Please reproduce the listing below exactly, leaving out every picture.

◆ Supplied records
──────────────────────────────

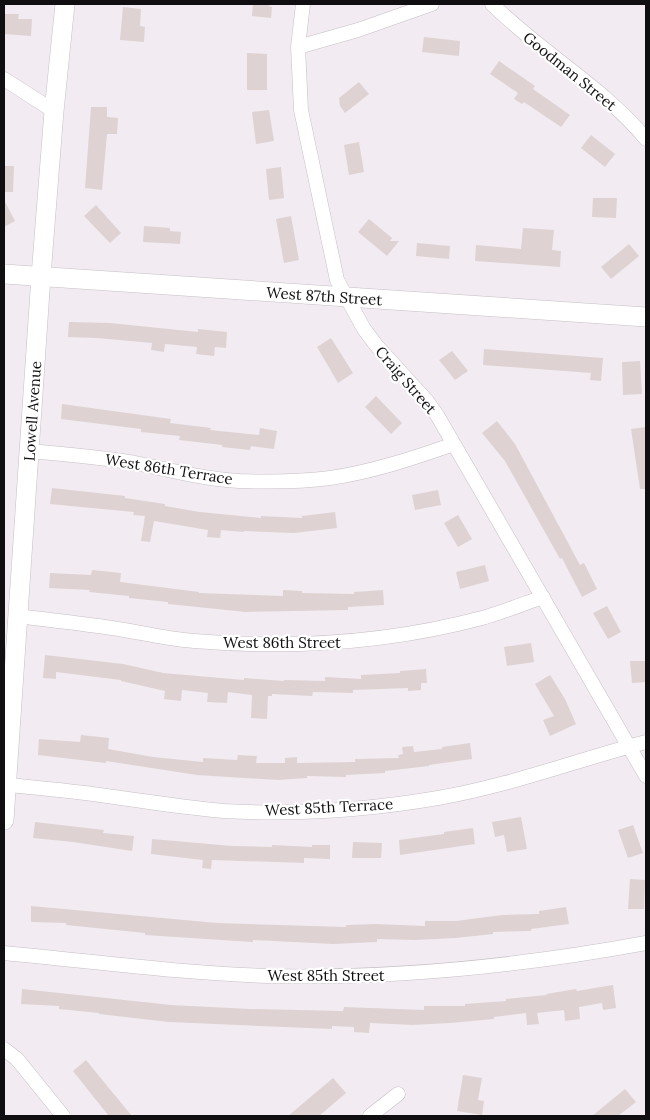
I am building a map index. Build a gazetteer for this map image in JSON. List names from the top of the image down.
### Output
{
  "streets": {
    "street": [
      "Goodman Street",
      "West 87th Street",
      "Craig Street",
      "Lowell Avenue",
      "West 86th Terrace",
      "West 86th Street",
      "West 85th Terrace",
      "West 85th Street"
    ]
  },
  "crossings": [
    ["West 87th Street", "Craig Street"],
    ["West 87th Street", "Lowell Avenue"],
    ["Craig Street", "West 86th Terrace"],
    ["Craig Street", "West 86th Street"],
    ["Craig Street", "West 85th Terrace"],
    ["Lowell Avenue", "West 86th Terrace"],
    ["Lowell Avenue", "West 86th Street"],
    ["Lowell Avenue", "West 85th Terrace"]
  ]
}
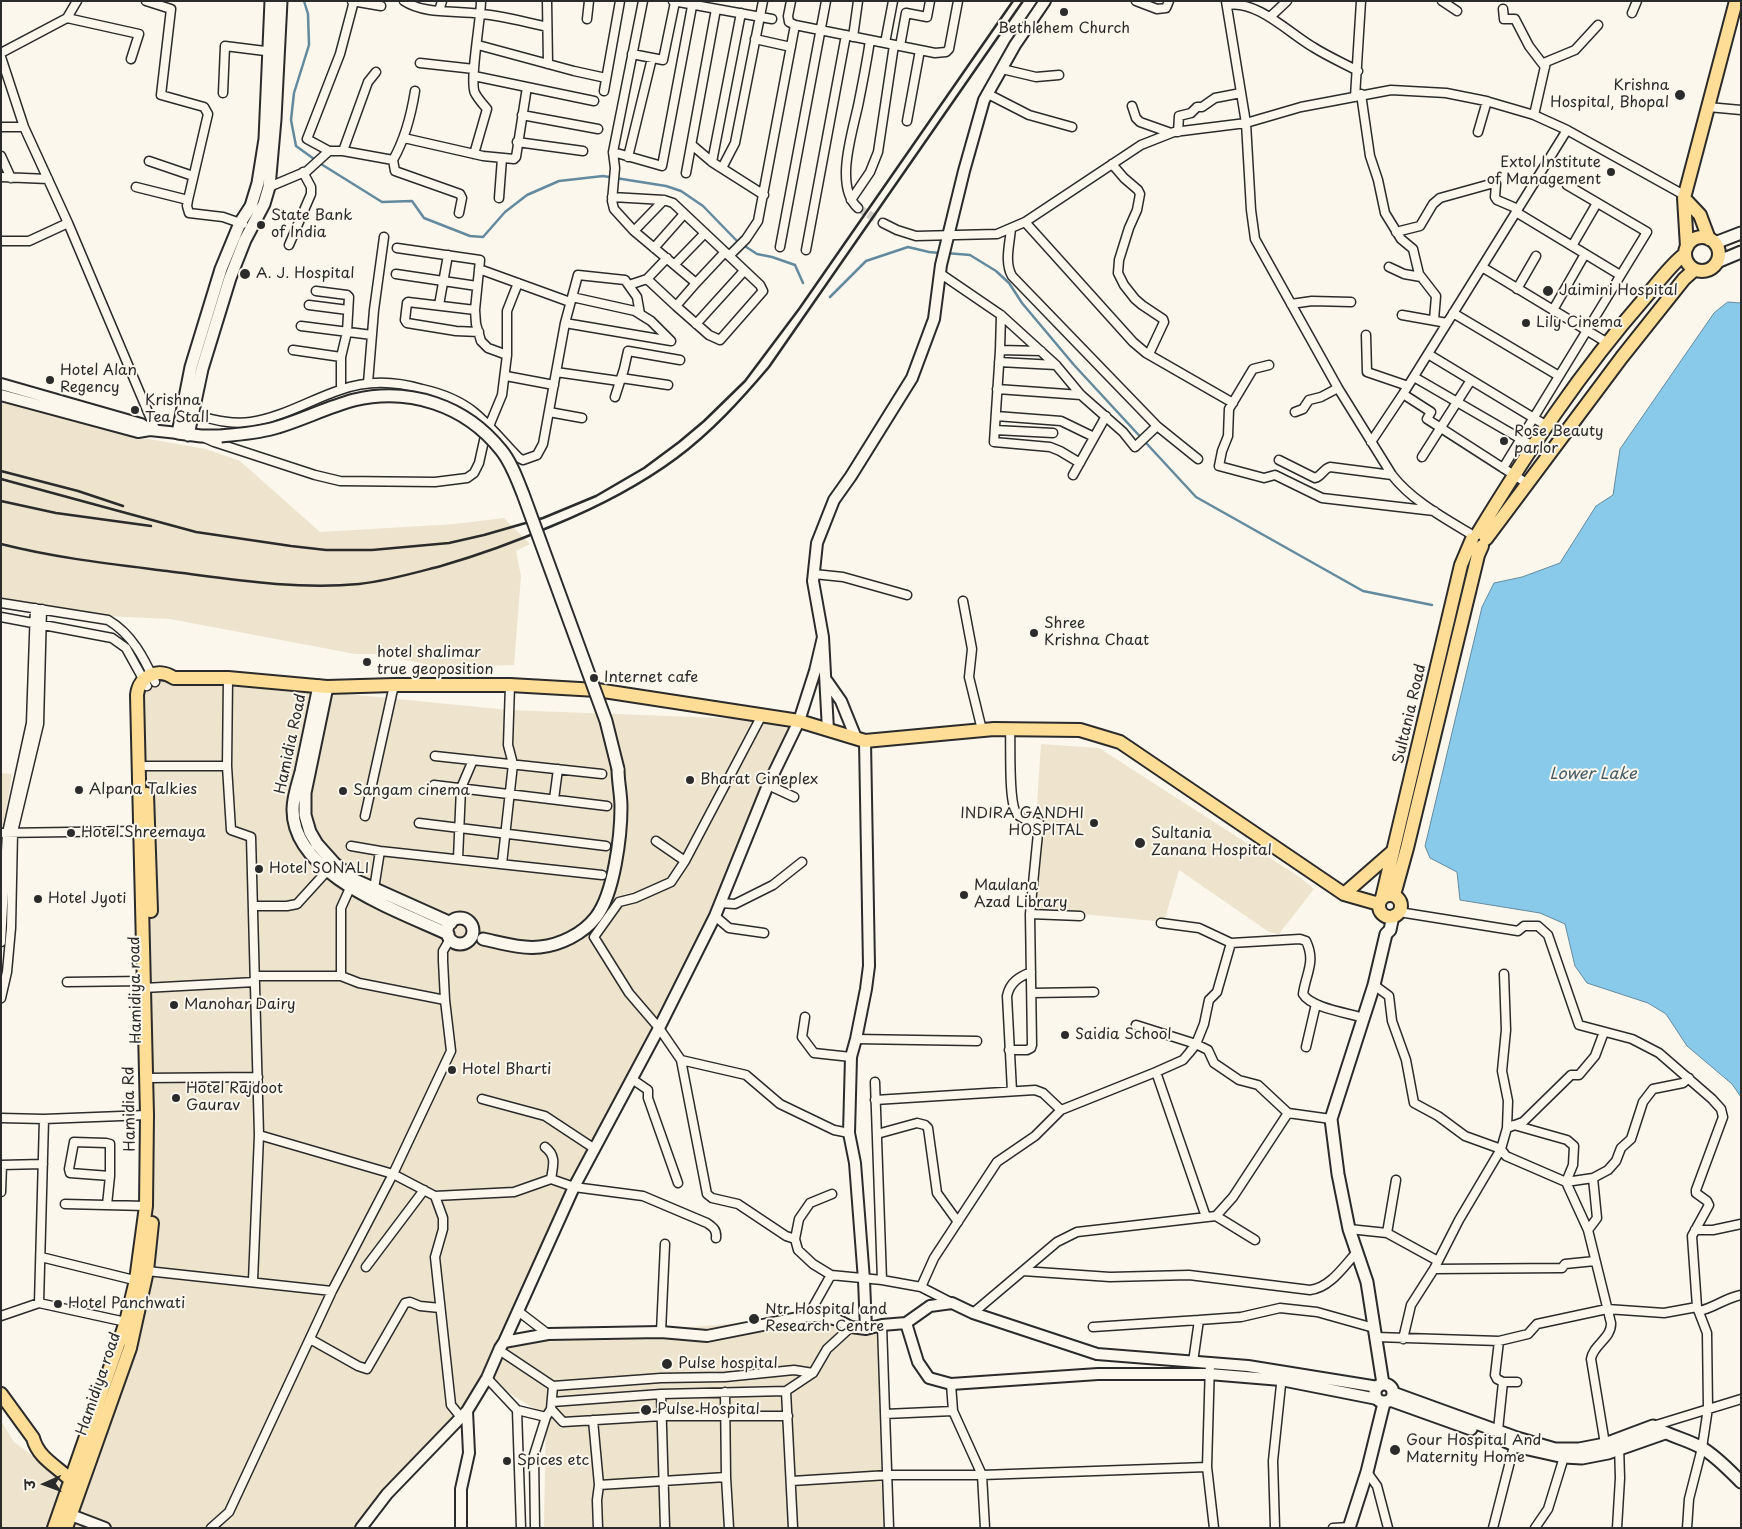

──────────────────────────────

◆ Result of the task
I am building a map index. Build a gazetteer for this map image in JSON. List names from the top of the image down.
### Output
{
  "streets": {
    "street": [
      "Goodman Street",
      "West 87th Street",
      "Craig Street",
      "Lowell Avenue",
      "West 86th Terrace",
      "West 86th Street",
      "West 85th Terrace",
      "West 85th Street"
    ]
  },
  "crossings": [
    ["West 87th Street", "Craig Street"],
    ["West 87th Street", "Lowell Avenue"],
    ["Craig Street", "West 86th Terrace"],
    ["Craig Street", "West 86th Street"],
    ["Craig Street", "West 85th Terrace"],
    ["Lowell Avenue", "West 86th Terrace"],
    ["Lowell Avenue", "West 86th Street"],
    ["Lowell Avenue", "West 85th Terrace"]
  ]
}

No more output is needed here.